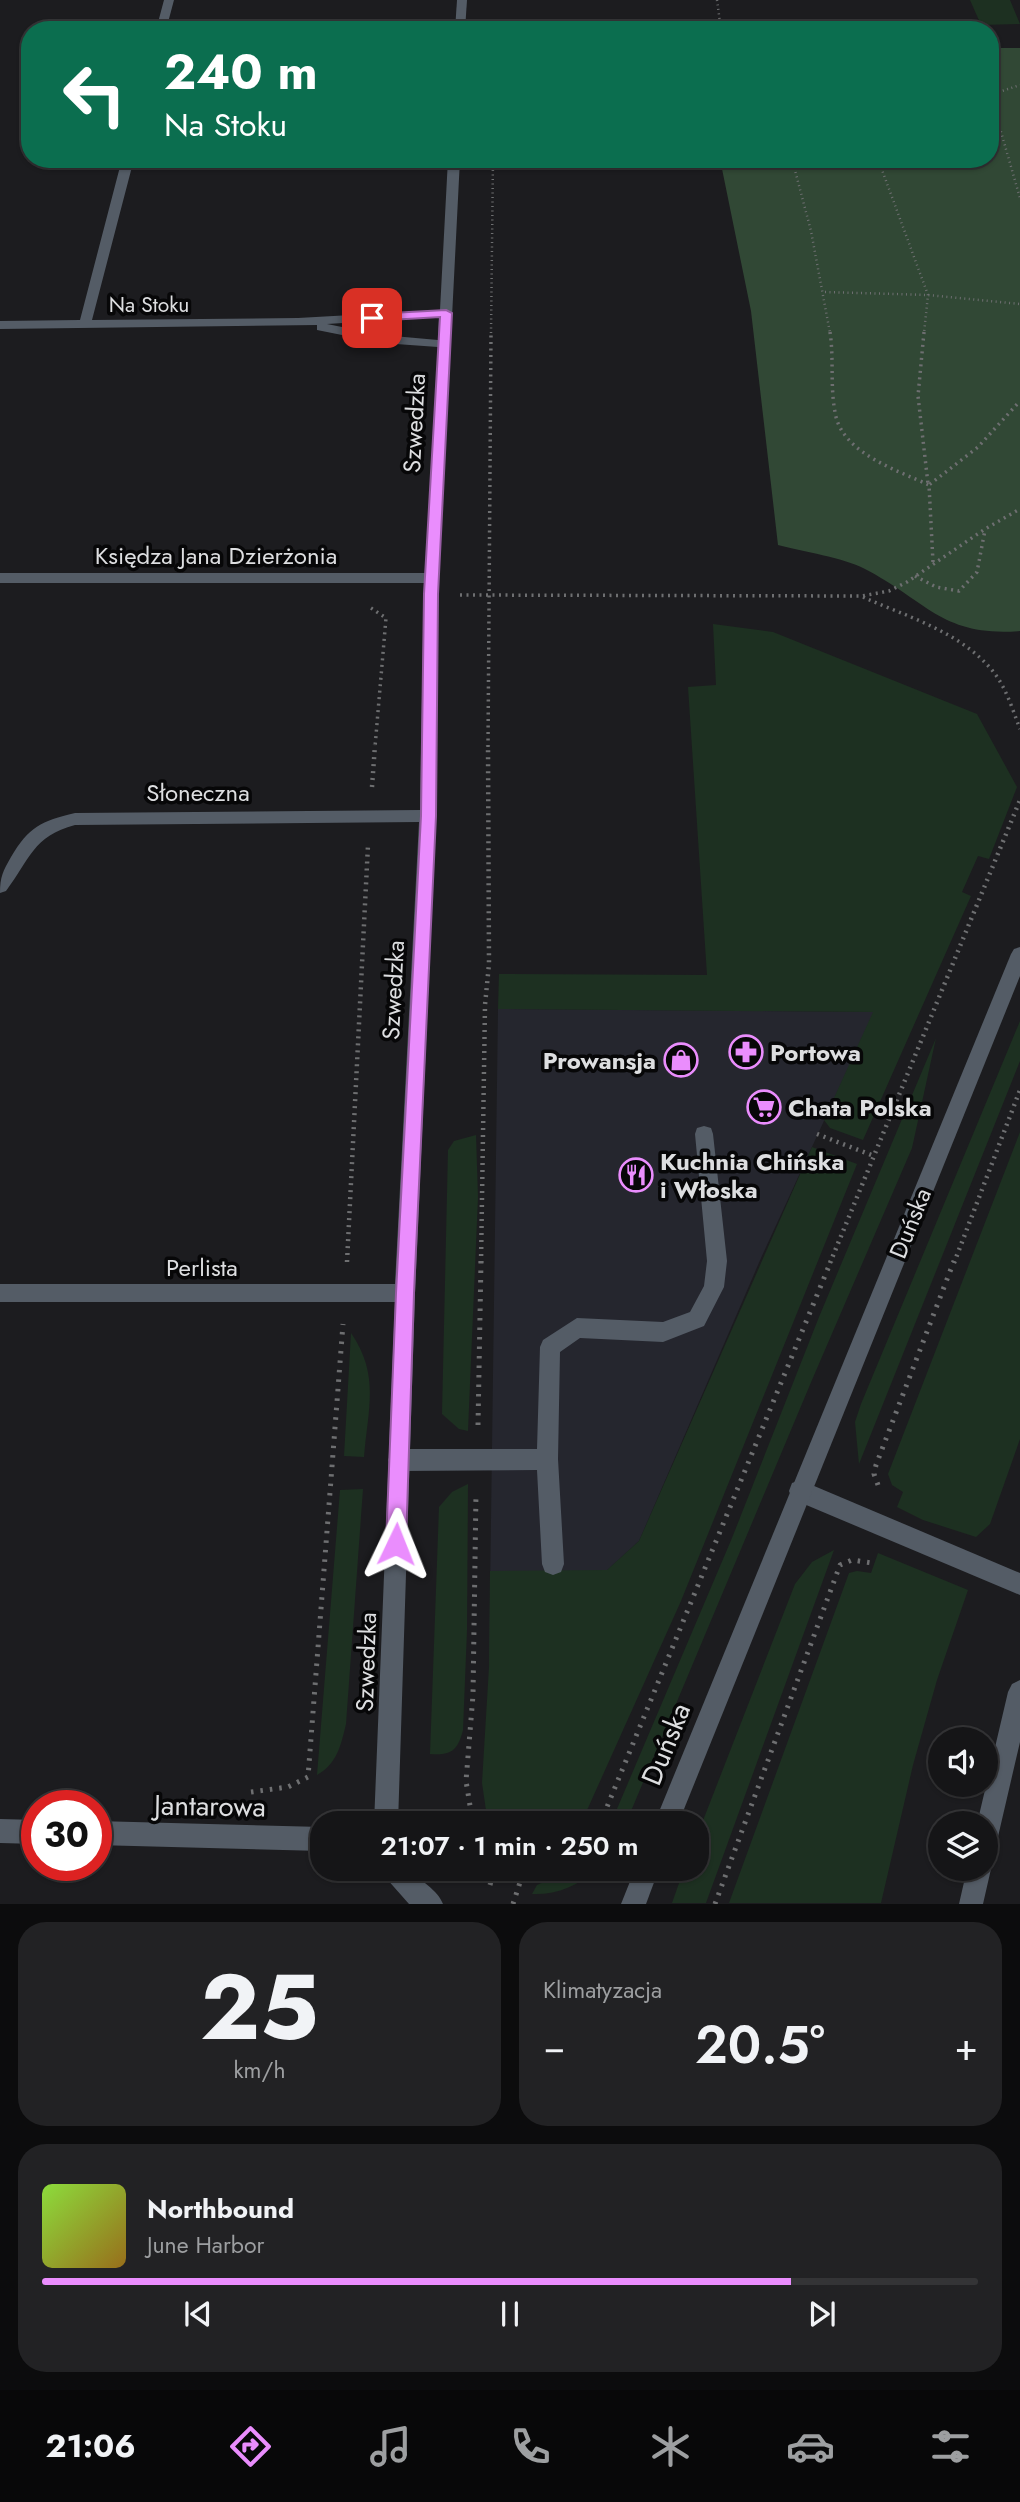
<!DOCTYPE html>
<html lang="pl">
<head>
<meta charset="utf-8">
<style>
	:root { --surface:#151517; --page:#222224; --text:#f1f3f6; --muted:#9d9fa1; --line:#343436; --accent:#ea8dfd }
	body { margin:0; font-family:Jost,sans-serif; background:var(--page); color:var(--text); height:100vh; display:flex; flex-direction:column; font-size:26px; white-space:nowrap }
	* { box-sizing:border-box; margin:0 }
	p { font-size:23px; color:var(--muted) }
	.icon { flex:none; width:38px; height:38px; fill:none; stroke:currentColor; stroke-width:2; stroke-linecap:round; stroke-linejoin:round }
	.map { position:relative; height:1904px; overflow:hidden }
	.sheet { display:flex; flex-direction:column; gap:18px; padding:18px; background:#0c0c0d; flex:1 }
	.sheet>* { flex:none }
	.guide { position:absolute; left:21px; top:21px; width:978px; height:147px; border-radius:28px; box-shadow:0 2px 5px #0004,0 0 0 2px var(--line); background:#0b6e4f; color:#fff; overflow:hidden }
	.controls { position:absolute; left:928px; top:1727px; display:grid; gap:14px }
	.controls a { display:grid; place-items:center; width:70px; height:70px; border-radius:50%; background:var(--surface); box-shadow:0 2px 5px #0004,0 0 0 2px var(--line); font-size:35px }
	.speed { position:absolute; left:21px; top:1790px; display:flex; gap:14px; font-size:35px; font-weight:700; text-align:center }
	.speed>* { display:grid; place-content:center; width:91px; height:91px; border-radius:50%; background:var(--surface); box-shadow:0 2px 5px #0004,0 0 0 2px var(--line); line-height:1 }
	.speed .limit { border:10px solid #d22; background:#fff; color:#111 }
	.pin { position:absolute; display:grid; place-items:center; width:60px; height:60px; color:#fff; margin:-30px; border-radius:14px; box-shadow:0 4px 10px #0006 }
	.me { position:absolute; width:77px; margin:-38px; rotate:2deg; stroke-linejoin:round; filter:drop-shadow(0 0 5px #0008) }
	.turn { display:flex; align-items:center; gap:24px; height:147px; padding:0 28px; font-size:32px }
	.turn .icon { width:91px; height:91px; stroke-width:2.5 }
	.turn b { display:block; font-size:49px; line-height:60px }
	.big { font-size:52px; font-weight:600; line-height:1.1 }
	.sheet .tile { flex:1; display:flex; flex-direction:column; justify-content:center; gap:10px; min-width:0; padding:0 24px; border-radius:28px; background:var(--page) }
	.sheet .dial { align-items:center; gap:0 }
	.dial b { font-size:91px; line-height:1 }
	.song { display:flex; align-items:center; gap:21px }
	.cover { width:84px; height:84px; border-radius:10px; background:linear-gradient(135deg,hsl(90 70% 55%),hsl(40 70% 35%)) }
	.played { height:7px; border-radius:4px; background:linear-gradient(90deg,var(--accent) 80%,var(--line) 80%) }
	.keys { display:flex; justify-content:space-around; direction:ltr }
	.heat { display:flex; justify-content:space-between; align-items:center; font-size:38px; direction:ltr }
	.sheet .tiles { flex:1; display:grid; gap:18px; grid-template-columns:1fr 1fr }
	.tile:last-child { grid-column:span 2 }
	.trip { position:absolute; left:310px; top:1811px; width:399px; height:70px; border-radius:28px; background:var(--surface); box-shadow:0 2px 5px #0004,0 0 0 2px var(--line); font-weight:600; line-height:70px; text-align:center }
	.dock { display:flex; height:112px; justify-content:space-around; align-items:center; background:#080809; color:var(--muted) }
	.dock .icon { width:49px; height:49px }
	.dock .active { color:var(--accent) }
	.dock b { font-size:32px; color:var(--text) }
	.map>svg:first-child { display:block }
</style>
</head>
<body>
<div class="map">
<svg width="1020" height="1904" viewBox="0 0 1020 1904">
	<rect width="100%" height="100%" fill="#1c1c1f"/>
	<!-- built -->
	<path fill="#25262e" d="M 498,1009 L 874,1012 L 761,1258 L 639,1541 L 532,1639 L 489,1667 Z"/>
	<!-- green -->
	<g fill="#1d3021">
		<path d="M 970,0 L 1010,0 L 1020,24 L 981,25 Z"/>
		<path d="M 713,624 L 773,632 L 977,714 L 1017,787 L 989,859 L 978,856 L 962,892 L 971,896 L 863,1140 L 830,1128 L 824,1120 L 873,1012 L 498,1009 L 499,974 L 707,975 L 688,687 L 716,685 Z"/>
		<path d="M 1020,1021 L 1020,1061 L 859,1464 L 855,1422 L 861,1404 Z"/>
		<path d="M 936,1038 L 912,1148 L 812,1380 L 626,1823 L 611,1823 L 732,1538 L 819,1317 Z"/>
		<path d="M 1020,1132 L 1020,1439 L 990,1524 L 976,1537 L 923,1520 L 897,1507 L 903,1492 L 892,1485 L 888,1474 Z"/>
		<path d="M 476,1135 L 478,1197 L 468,1431 L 459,1429 L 442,1414 L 448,1150 L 454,1141 Z"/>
		<path d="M 812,1147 L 857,1164 L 681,1601 L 588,1808 L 577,1823 L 488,1824 L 482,1783 L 489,1667 L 490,1571 L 607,1570 L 639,1541 Z"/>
		<path d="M 351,1333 C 380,1375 368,1409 364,1457 L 344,1456 Z"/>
		<path d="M 468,1484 L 467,1630 L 463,1730 C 458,1750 451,1756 430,1754 L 439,1507 L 452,1492 Z"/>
		<path d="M 363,1489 L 346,1724 C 341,1745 337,1764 317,1775 L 340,1490 Z"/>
		<path d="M 834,1550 L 706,1903 L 672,1903 L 684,1869 L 696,1869 L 697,1836 L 795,1584 L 812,1562 Z"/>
		<path d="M 878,1553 L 968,1590 L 937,1680 L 913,1765 L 881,1903 L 729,1903 L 849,1573 L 857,1571 L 871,1573 Z"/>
		<path d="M 572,1869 L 596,1869 C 579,1886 556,1895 532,1894 L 537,1885 Z"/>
	</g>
	<!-- forest -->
	<path fill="#314835" d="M 991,48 L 1020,48 L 1020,631 C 942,637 927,601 865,569 C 842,557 804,552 778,545 L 751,311 L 720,159 L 990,159 Z"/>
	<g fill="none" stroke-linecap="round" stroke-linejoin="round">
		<!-- path-far3 -->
		<g stroke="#6e6f71" stroke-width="2.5" stroke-dasharray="1 3.5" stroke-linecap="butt">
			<path d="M 717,0 L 721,30"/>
			<path d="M 990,95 L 1020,85"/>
			<path d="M 990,108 L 995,111 L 1020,198"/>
			<path d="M 792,159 L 811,231 L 830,333"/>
			<path d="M 878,159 L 928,295 L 924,333"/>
			<path d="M 825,292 L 928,295 L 1020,304"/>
			<path d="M 491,333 L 493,159"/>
		</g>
		<!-- path-far2 -->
		<g stroke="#6e6f71" stroke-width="3.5" stroke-dasharray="2 4.5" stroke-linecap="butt">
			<path d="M 830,332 C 834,358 830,386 835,412 C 841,453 897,470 929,485"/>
			<path d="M 924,332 L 918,396 L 928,484"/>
			<path d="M 933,562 L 929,485 L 978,447 L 1020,401"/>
			<path d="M 915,576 L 936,587 L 959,591 L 977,572 L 985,530"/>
			<path d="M 460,595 L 862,596 L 889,591 L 907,582 L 985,529 L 1020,509"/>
			<path d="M 863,597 C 908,617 964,633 995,674 C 1007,690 1013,711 1020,729"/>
			<path d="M 371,608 L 386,618 L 375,747"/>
			<path d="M 488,747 L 491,332"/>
		</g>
		<!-- path-far1 -->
		<g stroke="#6e6f71" stroke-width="4.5" stroke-dasharray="2 5" stroke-linecap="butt">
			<path d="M 372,787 L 375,745"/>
			<path d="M 817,1134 L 874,1156"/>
			<path d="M 347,1262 L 368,845"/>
			<path d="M 481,1263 L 485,1005 L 489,964 L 488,745"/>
			<path d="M 830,1263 L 1020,800"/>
			<path d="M 954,1263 L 1020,1090"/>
		</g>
		<!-- path -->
		<g stroke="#6e6f71" stroke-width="5" stroke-dasharray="2.5 7" stroke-linecap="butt">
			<path d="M 478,1425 L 481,1261"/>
			<path d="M 878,1485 L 874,1474 L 876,1465 L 954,1261"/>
			<path d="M 251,1792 L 288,1787 L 308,1777 L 343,1324"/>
			<path d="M 473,1824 L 466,1781 L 473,1695 L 476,1493"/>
			<path d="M 600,1824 L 831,1261"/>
			<path d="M 510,1869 L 537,1873 L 553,1869"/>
			<path d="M 490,1885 L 495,1869"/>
			<path d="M 513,1904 L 523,1873"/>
			<path d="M 715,1904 L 840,1565 L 852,1560 L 872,1563"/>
		</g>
		<!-- service -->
		<path fill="#545c66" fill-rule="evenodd" d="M 704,1126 L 711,1128 L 713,1134 L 727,1261 L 724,1287 L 704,1326 L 663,1342 L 580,1338 L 560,1352 L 558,1459 L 564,1564 L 561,1572 L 553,1575 L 545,1572 L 542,1564 L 537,1470 L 399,1471 L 391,1467 L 388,1460 L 391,1453 L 399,1449 L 537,1449 L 540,1347 L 543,1340 L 577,1318 L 663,1322 L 690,1312 L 704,1286 L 707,1261 L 695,1134 L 697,1128 Z"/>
		<!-- minor -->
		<g fill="#545c66" fill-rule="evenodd">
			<path d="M 164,0 L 174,0 L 166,30 L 156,30 Z"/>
			<path d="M 457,0 L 467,0 L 465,30 L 455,30 Z"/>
			<path d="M 122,159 L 134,159 L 92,320 L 298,318 L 440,310 L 448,159 L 460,159 L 438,594 L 436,816 L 415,1293 L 398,1824 L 374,1824 L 395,1302 L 0,1302 L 0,1284 L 395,1284 L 419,822 L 75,825 C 33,836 30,859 6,891 L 0,893 C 0,877 3,871 11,857 C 29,827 41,821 75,813 L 420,810 L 424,583 L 0,583 L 0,573 L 425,573 L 438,347 L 382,343 L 317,330 L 317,325 L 0,329 L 0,321 L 80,320 ZM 439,317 L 438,340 L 382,335 L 327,324 Z"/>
			<path d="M 800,1480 L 1020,1573 L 1020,1595 L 792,1499 L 789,1491 L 792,1483 Z"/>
			<path d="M 1020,1680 L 1020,1742 L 997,1841 L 994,1850 L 985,1853 L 985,1824 L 977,1824 L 1008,1692 L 1012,1684 Z"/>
			<path d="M 0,1819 L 37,1820 L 37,1844 L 0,1843 Z"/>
			<path d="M 96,1821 L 322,1827 L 322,1851 L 96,1845 Z"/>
			<path d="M 985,1859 L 991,1869 L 983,1904 L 959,1904 L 967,1869 L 985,1869 Z"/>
			<path d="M 383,1869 L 410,1869 C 420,1881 438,1890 443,1904 L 409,1904 L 386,1878 Z"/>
		</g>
		<!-- tertiary -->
		<g fill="#545c66" fill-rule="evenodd">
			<path d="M 1020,947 L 1020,976 L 678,1824 L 654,1824 L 1011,954 L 1014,949 Z"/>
			<path d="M 635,1869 L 659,1869 L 646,1904 L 621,1904 Z"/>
		</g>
	</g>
	<!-- route -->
	<path fill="#ea8dfd" stroke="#985ca4" stroke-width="2" d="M 446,310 L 452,313 L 438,594 L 436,816 L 414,1293 L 406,1544 L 403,1551 L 396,1554 L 389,1551 L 386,1544 L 396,1293 L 421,816 L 424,594 L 440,317 L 372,321 L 366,318 L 372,314 Z"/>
	<!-- icons -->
	<defs>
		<symbol id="pharmacy-ring" viewBox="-11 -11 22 22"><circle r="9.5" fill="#070708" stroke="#ea8dfd" stroke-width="1.5"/><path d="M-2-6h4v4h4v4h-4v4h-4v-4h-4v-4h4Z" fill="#ea8dfd"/></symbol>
		<symbol id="shop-ring" viewBox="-11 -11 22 22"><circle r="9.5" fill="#070708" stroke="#ea8dfd" stroke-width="1.5"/><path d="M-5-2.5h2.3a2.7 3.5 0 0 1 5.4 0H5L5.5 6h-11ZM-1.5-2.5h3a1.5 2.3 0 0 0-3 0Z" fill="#ea8dfd"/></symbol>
		<symbol id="supermarket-ring" viewBox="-11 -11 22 22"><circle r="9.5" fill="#070708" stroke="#ea8dfd" stroke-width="1.5"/><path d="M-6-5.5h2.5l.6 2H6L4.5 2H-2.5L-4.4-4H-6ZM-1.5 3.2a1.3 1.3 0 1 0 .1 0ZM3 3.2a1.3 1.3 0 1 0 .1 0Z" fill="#ea8dfd"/></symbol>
		<symbol id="restaurant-ring" viewBox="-11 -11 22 22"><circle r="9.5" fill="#070708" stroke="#ea8dfd" stroke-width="1.5"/><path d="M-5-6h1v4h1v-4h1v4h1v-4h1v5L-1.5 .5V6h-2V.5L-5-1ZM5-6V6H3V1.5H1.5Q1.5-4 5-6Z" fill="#ea8dfd"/></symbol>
	</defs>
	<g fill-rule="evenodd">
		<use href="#pharmacy-ring" x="727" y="1033" width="38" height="38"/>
		<use href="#shop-ring" x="662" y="1041" width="38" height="38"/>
		<use href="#supermarket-ring" x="745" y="1088" width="38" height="38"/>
		<use href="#restaurant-ring" x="617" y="1156" width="38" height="38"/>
	</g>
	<g text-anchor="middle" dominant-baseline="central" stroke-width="7" stroke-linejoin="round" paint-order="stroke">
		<!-- far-street labels -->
		<g font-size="21" fill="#dddee0" stroke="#070708">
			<text x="149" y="305">Na Stoku</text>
		</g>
		<!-- street labels -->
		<g font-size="24" fill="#dddee0" stroke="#070708">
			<text transform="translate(414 423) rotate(-87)">Szwedzka</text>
			<text x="216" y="555">Księdza Jana Dzierżonia</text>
			<text x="198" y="792">Słoneczna</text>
			<text transform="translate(393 990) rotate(-87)">Szwedzka</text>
			<text transform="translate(910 1223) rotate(-68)">Duńska</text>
			<text x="202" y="1267">Perlista</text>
			<text transform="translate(366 1662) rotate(-88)">Szwedzka</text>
		</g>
		<!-- poi labels -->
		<g font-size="24" font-weight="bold" fill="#dddee0" stroke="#070708" text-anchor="start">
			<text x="770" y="1052">Portowa</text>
			<text x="656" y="1060" text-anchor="end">Prowansja</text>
			<text x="788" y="1107">Chata Polska</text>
			<text x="660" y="1161">Kuchnia Chińska<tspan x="660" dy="28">i Włoska</tspan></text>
		</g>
		<!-- near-street labels -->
		<g font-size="28" fill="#dddee0" stroke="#070708">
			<text transform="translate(666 1744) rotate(-68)">Duńska</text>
			<text transform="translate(210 1806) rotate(1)">Jantarowa</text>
		</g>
	</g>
</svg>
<div class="controls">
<a><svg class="icon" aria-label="sound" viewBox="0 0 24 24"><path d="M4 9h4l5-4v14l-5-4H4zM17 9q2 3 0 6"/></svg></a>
<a><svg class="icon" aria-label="layers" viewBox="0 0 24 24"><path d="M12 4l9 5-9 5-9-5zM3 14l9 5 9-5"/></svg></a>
</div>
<div class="speed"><div class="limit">30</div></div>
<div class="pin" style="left:372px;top:318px;background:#d93025"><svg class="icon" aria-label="arrive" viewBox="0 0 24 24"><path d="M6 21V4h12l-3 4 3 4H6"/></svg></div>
<svg class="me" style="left:396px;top:1544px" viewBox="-20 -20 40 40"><path d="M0-17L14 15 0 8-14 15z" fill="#ea8dfd" stroke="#fff" stroke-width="4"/></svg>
<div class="trip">21:07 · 1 min · 250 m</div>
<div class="guide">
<div class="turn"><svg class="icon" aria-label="left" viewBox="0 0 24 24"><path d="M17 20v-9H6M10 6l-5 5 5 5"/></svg><div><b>240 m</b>Na Stoku</div></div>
</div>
</div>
<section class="sheet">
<div class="tiles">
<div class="tile dial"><b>25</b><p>km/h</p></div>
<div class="tile"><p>Klimatyzacja</p>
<div class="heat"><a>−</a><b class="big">20.5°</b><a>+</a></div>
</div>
<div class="tile">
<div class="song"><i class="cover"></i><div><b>Northbound</b><p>June Harbor</p></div></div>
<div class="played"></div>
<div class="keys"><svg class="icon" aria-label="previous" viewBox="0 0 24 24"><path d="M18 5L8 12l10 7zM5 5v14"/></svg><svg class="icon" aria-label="pause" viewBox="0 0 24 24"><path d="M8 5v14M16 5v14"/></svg><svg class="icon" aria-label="next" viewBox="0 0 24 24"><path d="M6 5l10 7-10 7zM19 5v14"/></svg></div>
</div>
</div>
</section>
<nav class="dock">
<b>21:06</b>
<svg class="icon active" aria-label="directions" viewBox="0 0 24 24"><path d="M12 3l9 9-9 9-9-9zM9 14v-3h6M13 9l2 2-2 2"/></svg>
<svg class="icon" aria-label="music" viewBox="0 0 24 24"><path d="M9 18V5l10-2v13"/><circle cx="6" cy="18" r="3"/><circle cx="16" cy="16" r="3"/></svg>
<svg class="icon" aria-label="phone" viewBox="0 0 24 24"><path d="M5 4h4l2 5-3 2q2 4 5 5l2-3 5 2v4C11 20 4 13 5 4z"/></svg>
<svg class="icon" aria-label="climate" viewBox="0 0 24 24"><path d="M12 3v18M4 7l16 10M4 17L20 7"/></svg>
<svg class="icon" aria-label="car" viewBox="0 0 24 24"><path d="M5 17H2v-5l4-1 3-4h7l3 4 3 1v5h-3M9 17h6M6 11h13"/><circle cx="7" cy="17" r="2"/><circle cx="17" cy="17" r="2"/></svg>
<svg class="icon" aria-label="filters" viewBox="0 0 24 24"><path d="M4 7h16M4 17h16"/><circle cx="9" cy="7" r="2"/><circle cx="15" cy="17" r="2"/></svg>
</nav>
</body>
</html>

YOUR ASSIGNMENT: Give back, exactly as written, the stretch from the line with "position:absolute; display:grid; place-items:center;" through the line with "width:91px; height:91px; stroke-width:2.5", and no other lines from the records above.

EXERCISE SOLUTION:
	.pin { position:absolute; display:grid; place-items:center; width:60px; height:60px; color:#fff; margin:-30px; border-radius:14px; box-shadow:0 4px 10px #0006 }
	.me { position:absolute; width:77px; margin:-38px; rotate:2deg; stroke-linejoin:round; filter:drop-shadow(0 0 5px #0008) }
	.turn { display:flex; align-items:center; gap:24px; height:147px; padding:0 28px; font-size:32px }
	.turn .icon { width:91px; height:91px; stroke-width:2.5 }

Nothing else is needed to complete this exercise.